*** Block opens ***
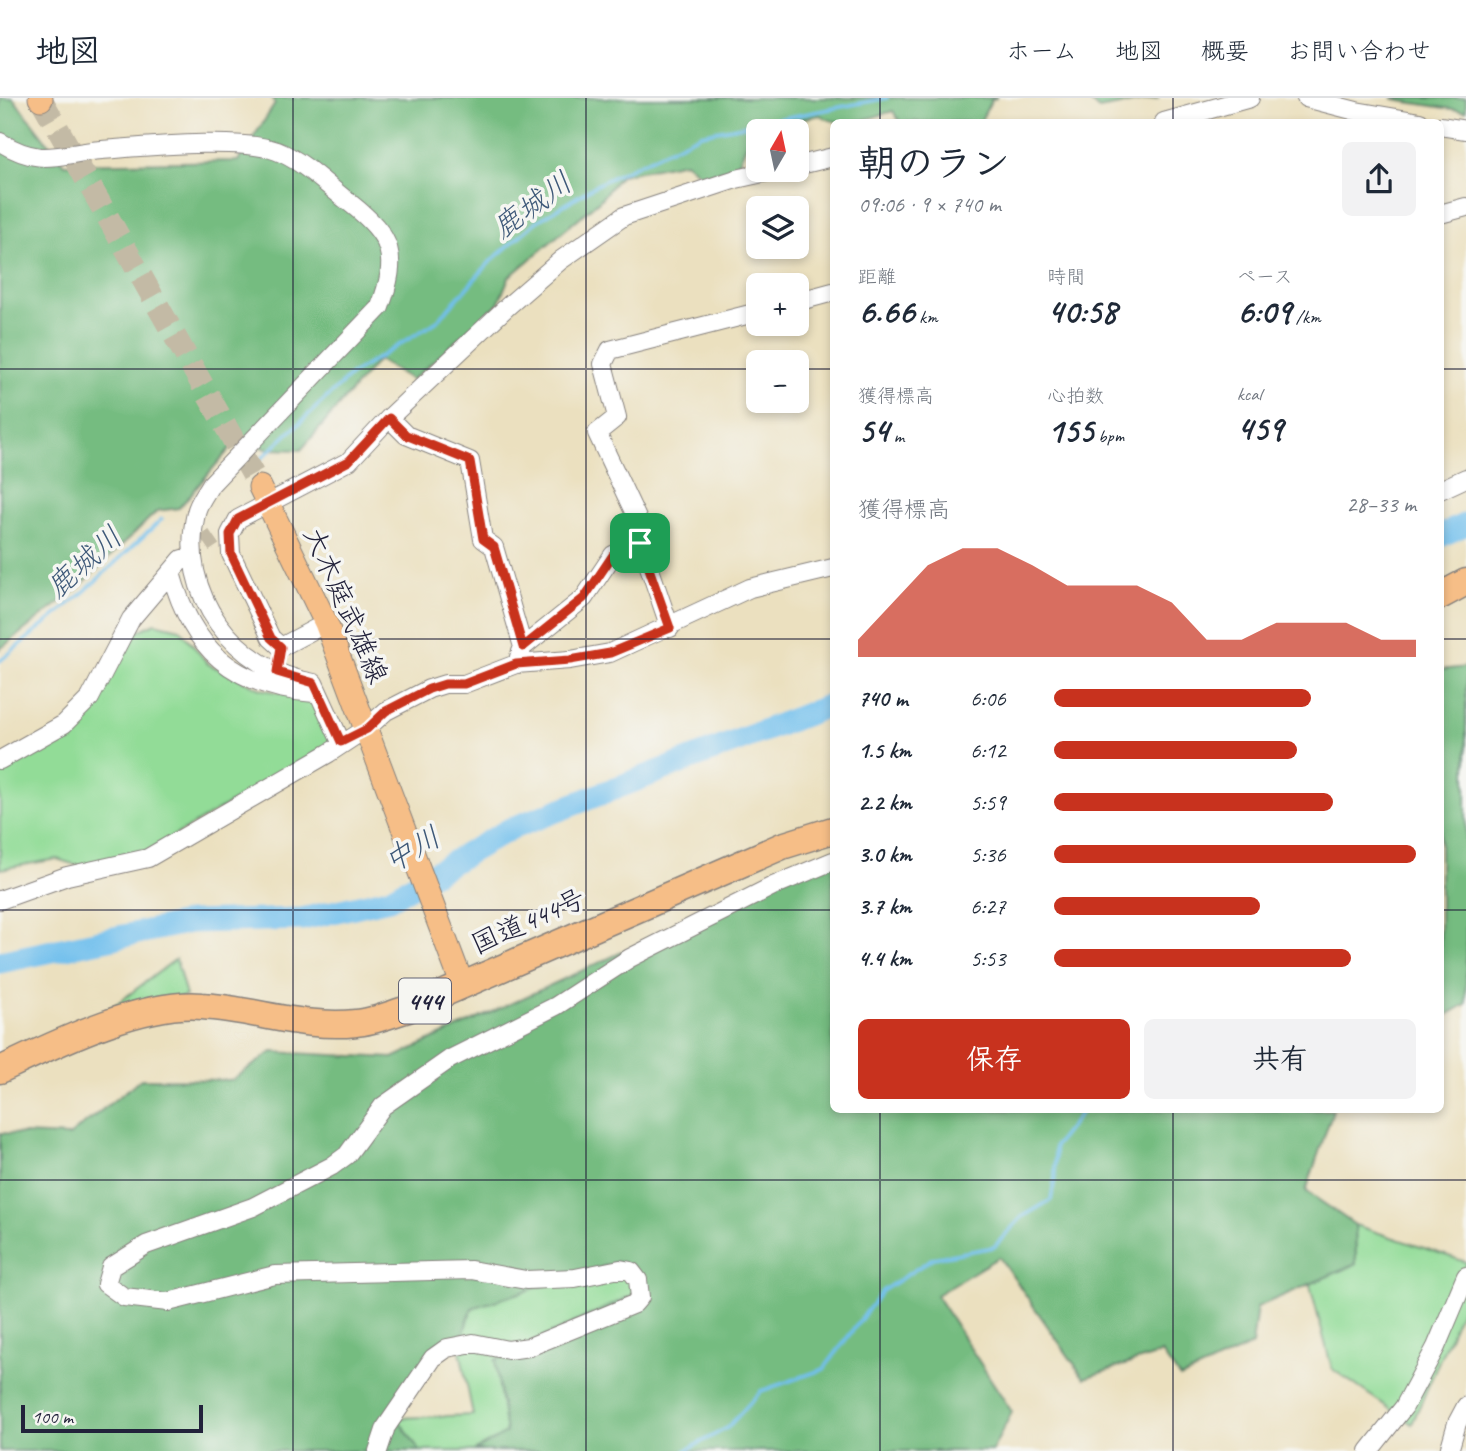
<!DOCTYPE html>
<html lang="ja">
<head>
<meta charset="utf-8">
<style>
  :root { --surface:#fff; --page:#f2f2f3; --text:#1f2937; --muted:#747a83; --line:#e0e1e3; --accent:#c8321e }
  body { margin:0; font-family:Caveat,"Klee One",sans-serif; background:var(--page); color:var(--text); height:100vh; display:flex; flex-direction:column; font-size:26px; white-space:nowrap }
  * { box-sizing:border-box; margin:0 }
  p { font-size:23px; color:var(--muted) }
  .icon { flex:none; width:38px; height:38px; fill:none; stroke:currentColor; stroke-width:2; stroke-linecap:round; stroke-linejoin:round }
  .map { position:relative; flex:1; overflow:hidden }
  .sheet { position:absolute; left:830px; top:21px; width:614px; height:994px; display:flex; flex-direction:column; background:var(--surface); border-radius:10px; box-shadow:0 4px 10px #0003 }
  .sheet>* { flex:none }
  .needle { width:46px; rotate:9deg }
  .buttons { position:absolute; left:746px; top:21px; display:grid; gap:14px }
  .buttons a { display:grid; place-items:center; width:63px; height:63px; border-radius:10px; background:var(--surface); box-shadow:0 4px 10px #0003; font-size:35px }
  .scale { position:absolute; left:21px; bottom:18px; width:182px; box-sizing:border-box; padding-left:7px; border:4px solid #22223b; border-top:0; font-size:19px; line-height:24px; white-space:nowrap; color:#22223b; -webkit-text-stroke:5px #f6f6f2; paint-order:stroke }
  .pin { position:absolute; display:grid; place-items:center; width:60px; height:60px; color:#fff; margin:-30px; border-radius:14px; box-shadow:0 4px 10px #0006 }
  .round { display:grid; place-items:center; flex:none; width:74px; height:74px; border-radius:10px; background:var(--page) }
  .summary { display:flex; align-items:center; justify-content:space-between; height:119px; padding:0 28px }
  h1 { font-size:38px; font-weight:800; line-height:52px }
  .figures { display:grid; grid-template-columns:repeat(3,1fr); gap:10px; height:119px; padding:7px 28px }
  .figures div { display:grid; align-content:center }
  .figures b { font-size:35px; font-weight:800 }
  .figures small { font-size:19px; font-weight:400 }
  .figures p { font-size:19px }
  .chart { height:196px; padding:14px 28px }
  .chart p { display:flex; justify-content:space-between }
  .chart svg { width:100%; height:126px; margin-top:7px; fill:var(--accent); opacity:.7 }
  .button { display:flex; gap:14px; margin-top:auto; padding:14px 28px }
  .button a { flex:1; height:80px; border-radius:10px; background:var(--accent); color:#fff; font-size:28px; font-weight:800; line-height:80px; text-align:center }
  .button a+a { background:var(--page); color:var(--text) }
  ul { padding:0 28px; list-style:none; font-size:23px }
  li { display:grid; grid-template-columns:112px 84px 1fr; align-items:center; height:52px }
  li i { height:18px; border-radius:9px; background:var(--accent) }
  header { display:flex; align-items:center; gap:42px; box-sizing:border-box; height:98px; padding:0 35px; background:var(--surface); border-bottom:2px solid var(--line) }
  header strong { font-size:33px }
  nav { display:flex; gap:38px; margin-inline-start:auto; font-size:24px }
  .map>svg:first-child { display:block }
  .green { fill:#92dc97; stroke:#5a7f69; stroke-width:2 }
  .forest { fill:#75bc80; stroke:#4c6f5e; stroke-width:2 }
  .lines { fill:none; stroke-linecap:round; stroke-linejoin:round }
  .stream { stroke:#72c0ed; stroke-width:3.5 }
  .river { stroke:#72c0ed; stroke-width:23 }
  .minor-tunnel { stroke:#c3baa5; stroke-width:18; stroke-dasharray:18 9; stroke-linecap:butt }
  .major-tunnel { stroke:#c3baa5; stroke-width:23; stroke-dasharray:23 11; stroke-linecap:butt }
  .minor-casing { stroke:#86817d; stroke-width:20 }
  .major-casing { stroke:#86817d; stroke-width:25 }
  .highway-casing { stroke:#86817d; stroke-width:29 }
  .minor { stroke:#fff; stroke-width:18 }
  .major { stroke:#f6be87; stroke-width:23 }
  .highway { stroke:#f6be87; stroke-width:26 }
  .route-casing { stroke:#fff; stroke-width:14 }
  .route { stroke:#c8321e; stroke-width:9 }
  .grid { fill:none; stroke:#22223b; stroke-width:2; stroke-opacity:0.55 }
  .labels { text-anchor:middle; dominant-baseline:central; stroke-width:7; stroke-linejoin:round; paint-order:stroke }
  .shield { fill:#f6f6f2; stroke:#626272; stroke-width:2 }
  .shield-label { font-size:26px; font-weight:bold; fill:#22223b }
  .street-label { font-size:28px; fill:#22223b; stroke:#f6f6f2 }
  .water-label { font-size:30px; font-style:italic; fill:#3e5979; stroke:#f6f6f2 }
</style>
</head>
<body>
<header>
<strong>地図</strong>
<nav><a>ホーム</a><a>地図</a><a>概要</a><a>お問い合わせ</a></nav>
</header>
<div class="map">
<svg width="1466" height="1353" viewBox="0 0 1466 1353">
  <rect width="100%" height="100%" fill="#f6f6f2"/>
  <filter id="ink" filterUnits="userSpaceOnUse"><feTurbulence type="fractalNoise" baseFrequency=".0143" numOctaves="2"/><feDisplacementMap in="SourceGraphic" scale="14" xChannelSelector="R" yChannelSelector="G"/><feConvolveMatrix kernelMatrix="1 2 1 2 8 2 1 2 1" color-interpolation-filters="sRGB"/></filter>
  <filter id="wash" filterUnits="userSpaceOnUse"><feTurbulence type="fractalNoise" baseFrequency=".00686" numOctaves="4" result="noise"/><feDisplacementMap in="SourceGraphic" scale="28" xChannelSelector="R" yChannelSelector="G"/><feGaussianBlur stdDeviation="1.57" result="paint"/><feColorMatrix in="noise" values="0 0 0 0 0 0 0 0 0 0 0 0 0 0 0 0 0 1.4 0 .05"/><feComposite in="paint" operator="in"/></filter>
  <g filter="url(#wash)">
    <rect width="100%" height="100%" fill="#ebe0bf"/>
    <path class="green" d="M155,525L180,531L208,566L261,591L315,602L332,646L141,757L82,769L57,761L0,771V669L75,631L136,534Z
      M176,861L186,898L98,920Z
      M1355,1127L1466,1164V1200L1412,1326L1332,1271L1309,1184L1356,1166Z
      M618,1163L636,1196L496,1262L506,1336L474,1353H420L397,1320L473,1317L459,1247L472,1210Z"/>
    <path class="forest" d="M0,0H13L64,66L238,63L275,6L272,0H997L992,1L980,24H900L893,13C867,21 842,32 820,17L753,31L737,69L702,78L685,64L621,77L599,103L509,179L498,206L412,282L378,262L301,352L266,351L239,340L179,410L157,413L77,491L0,551Z
      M1085,0H1159L1099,11Z
      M1392,0H1466V13L1400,3Z
      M1466,569V906L1440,921V572Z
      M833,763V1012H1333L1306,1093L1355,1127L1356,1166L1257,1209L1252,1247L1180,1280L1162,1255L1084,1280L999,1159L936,1197L1012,1314L992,1353H474L506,1335L495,1262L635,1196L618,1164L472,1210L459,1247L436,1246L397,1320L420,1353H0V1035L69,1038L141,981L232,982L272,954L393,960L791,776Z"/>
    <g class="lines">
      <path class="stream" d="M262,360L352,276L436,224L491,163L536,124L598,86L701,36L887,0
        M0,563L85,493L162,421
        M685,1353L727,1330L761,1293L824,1271L882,1193L933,1160L994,1149L1022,1119L1051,1102L1055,1080V1048L1083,1012"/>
      <path class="river" d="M1440,438L1466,426
        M0,864L190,824L302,821L389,801L510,731L833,606"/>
    </g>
  </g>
  <g filter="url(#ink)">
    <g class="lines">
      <path class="minor-tunnel" d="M182,461L214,439"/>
      <path class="major-tunnel" d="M41,1L260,389"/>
      <defs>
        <path id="minor" d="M1306,0L1356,13L1420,24
          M1164,24L1250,0
          M1440,28L1466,32
          M0,44C43,70 58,55 102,52C143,49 241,39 277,53C305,64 326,87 350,105C393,139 399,158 380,209L211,386C206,395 198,405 196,415C177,496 235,572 314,585L341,644
          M796,68L833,59
          M1440,116L1466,109
          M796,204L833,194
          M389,320L406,337L470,363L483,441L494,449L523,549
          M1440,392L1466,380
          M641,445L643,433L597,335L617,319L603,266L610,252L758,214
          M171,475C192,551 233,589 314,595
          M281,549L271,540L231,456L230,436L238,421L349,363L389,320L508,208L561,162L624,118L736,81L777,72
          M281,549L326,525
          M519,559L523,549L584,500L613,457L641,445L670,530
          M0,662L64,626L90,600L131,521L182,461
          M0,802L67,778L148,760L329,655L367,630L386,613L429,591L445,586H464L516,566L570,562L610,555L750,490L833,470
          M378,1353L386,1329L433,1260L447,1250L473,1245L508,1252L529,1249L634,1206L640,1199L638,1182L631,1173L620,1171L575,1180L526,1182L471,1172L275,1177L168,1204L124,1199L106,1186L111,1169L146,1147L253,1109L332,1068L347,1057L383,1008L450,961L556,908L630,860L773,788L833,763
          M1369,1353L1404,1309L1436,1249L1466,1178
          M1449,1353L1457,1325L1466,1308"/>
        <path id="major" d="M40,0L41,1
          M260,389L326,525L462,886"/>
        <path id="highway" d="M1440,498L1466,484
          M0,972C55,946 141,903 202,908C254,911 304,931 356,925C373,924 391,916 408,911L782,748L833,732"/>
      </defs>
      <use href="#minor" class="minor-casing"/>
      <use href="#major" class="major-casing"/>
      <use href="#highway" class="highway-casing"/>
      <use href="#minor" class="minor"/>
      <use href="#major" class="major"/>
      <use href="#highway" class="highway"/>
    </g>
  </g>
  <g class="lines" filter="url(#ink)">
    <defs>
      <path id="route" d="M389,320L406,337L470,363L483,441L494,449L523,549L584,500L613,457L640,445L670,530L610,555L570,562L516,566L464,586H445L429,591L386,613L367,631L341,644L314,585L277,574L281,549L271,540L231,456L230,436L238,421L349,363Z"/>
    </defs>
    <use href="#route" class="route-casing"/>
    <use href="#route" class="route"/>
  </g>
  <path class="grid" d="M293,0V1353M586,0V1353M880,0V24M1173,0V24M0,271H758M796,271H833M1440,271H1466M0,541H833M1440,541H1466M0,812H833M1440,812H1466M880,1012V1353M1173,1012V1353M0,1082H1466"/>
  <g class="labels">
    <rect class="shield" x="399" y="880.5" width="52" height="45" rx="5"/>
    <g class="shield-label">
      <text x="425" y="903">444</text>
    </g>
    <g class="street-label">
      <text transform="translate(346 507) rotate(66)">大木庭武雄線</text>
      <text transform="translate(528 823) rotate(-24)">国道444号</text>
    </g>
    <g class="water-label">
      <text transform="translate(532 107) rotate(-36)">鹿城川</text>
      <text transform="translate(84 464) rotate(-42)">鹿城川</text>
      <text transform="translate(412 751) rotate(-30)">中川</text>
    </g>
  </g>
</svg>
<div class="buttons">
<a><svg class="needle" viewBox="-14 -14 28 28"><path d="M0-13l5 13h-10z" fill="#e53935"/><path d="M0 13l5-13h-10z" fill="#747a83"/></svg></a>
<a><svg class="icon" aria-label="layers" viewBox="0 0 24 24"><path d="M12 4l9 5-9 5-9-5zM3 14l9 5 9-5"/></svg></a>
<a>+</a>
<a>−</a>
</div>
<div class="scale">100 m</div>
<div class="pin" style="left:640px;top:445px;background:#1e9e55"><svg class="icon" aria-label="arrive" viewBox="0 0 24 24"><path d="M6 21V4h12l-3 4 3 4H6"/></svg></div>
<section class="sheet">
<div class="summary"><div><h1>朝のラン</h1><p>09:06 · 9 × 740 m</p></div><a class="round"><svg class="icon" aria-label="share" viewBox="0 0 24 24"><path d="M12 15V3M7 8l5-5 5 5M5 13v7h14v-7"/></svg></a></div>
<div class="figures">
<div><p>距離</p><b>6.66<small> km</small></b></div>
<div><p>時間</p><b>40:58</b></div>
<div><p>ペース</p><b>6:09<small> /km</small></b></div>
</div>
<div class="figures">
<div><p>獲得標高</p><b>54<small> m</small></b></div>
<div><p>心拍数</p><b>155<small> bpm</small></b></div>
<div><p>kcal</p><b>459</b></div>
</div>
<div class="chart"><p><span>獲得標高</span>28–33 m</p>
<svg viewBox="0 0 160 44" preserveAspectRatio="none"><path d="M0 44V38L10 25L20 12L30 6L40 6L50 12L60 19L70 19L80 19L90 25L100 38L110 38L120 32L130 32L140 32L150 38L160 38V44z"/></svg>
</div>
<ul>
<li><b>740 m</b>6:06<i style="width:71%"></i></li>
<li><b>1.5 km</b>6:12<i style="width:67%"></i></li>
<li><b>2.2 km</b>5:59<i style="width:77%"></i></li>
<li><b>3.0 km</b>5:36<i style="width:100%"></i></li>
<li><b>3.7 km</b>6:27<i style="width:57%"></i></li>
<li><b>4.4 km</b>5:53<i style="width:82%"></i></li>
</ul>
<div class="button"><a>保存</a><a>共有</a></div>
</section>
</div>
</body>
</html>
*** Block closes ***
### Task statement
What is wanted is a copy of every line in the listing that includes the word "white".

### Answer to the exercise
  body { margin:0; font-family:Caveat,"Klee One",sans-serif; background:var(--page); color:var(--text); height:100vh; display:flex; flex-direction:column; font-size:26px; white-space:nowrap }
  .scale { position:absolute; left:21px; bottom:18px; width:182px; box-sizing:border-box; padding-left:7px; border:4px solid #22223b; border-top:0; font-size:19px; line-height:24px; white-space:nowrap; color:#22223b; -webkit-text-stroke:5px #f6f6f2; paint-order:stroke }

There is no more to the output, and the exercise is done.